• **Requirement**
Every entry in the listing is to be reproduced exactly.

• **Input records**
━━━

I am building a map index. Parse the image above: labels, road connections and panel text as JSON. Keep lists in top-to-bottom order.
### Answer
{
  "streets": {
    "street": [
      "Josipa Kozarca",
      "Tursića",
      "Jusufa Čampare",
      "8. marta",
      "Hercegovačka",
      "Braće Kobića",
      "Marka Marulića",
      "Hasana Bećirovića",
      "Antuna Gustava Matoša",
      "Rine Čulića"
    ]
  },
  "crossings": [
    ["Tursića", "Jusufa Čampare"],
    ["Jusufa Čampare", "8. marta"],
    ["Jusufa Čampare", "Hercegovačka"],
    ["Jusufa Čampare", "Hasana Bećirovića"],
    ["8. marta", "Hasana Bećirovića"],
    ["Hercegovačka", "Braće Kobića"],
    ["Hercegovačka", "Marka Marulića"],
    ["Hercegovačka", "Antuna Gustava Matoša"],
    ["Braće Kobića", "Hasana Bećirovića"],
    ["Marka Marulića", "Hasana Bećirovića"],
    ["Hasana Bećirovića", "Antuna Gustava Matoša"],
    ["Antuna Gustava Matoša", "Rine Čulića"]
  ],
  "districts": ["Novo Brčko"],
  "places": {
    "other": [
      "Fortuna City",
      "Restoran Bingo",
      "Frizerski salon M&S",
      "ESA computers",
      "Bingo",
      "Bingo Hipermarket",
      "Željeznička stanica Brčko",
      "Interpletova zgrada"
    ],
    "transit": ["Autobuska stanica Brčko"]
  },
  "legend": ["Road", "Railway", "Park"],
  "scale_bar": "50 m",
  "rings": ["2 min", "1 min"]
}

━━━

• **Response box**
I am building a map index. Parse the image above: labels, road connections and panel text as JSON. Keep lists in top-to-bottom order.
### Answer
{
  "streets": {
    "street": [
      "Josipa Kozarca",
      "Tursića",
      "Jusufa Čampare",
      "8. marta",
      "Hercegovačka",
      "Braće Kobića",
      "Marka Marulića",
      "Hasana Bećirovića",
      "Antuna Gustava Matoša",
      "Rine Čulića"
    ]
  },
  "crossings": [
    ["Tursića", "Jusufa Čampare"],
    ["Jusufa Čampare", "8. marta"],
    ["Jusufa Čampare", "Hercegovačka"],
    ["Jusufa Čampare", "Hasana Bećirovića"],
    ["8. marta", "Hasana Bećirovića"],
    ["Hercegovačka", "Braće Kobića"],
    ["Hercegovačka", "Marka Marulića"],
    ["Hercegovačka", "Antuna Gustava Matoša"],
    ["Braće Kobića", "Hasana Bećirovića"],
    ["Marka Marulića", "Hasana Bećirovića"],
    ["Hasana Bećirovića", "Antuna Gustava Matoša"],
    ["Antuna Gustava Matoša", "Rine Čulića"]
  ],
  "districts": ["Novo Brčko"],
  "places": {
    "other": [
      "Fortuna City",
      "Restoran Bingo",
      "Frizerski salon M&S",
      "ESA computers",
      "Bingo",
      "Bingo Hipermarket",
      "Željeznička stanica Brčko",
      "Interpletova zgrada"
    ],
    "transit": ["Autobuska stanica Brčko"]
  },
  "legend": ["Road", "Railway", "Park"],
  "scale_bar": "50 m",
  "rings": ["2 min", "1 min"]
}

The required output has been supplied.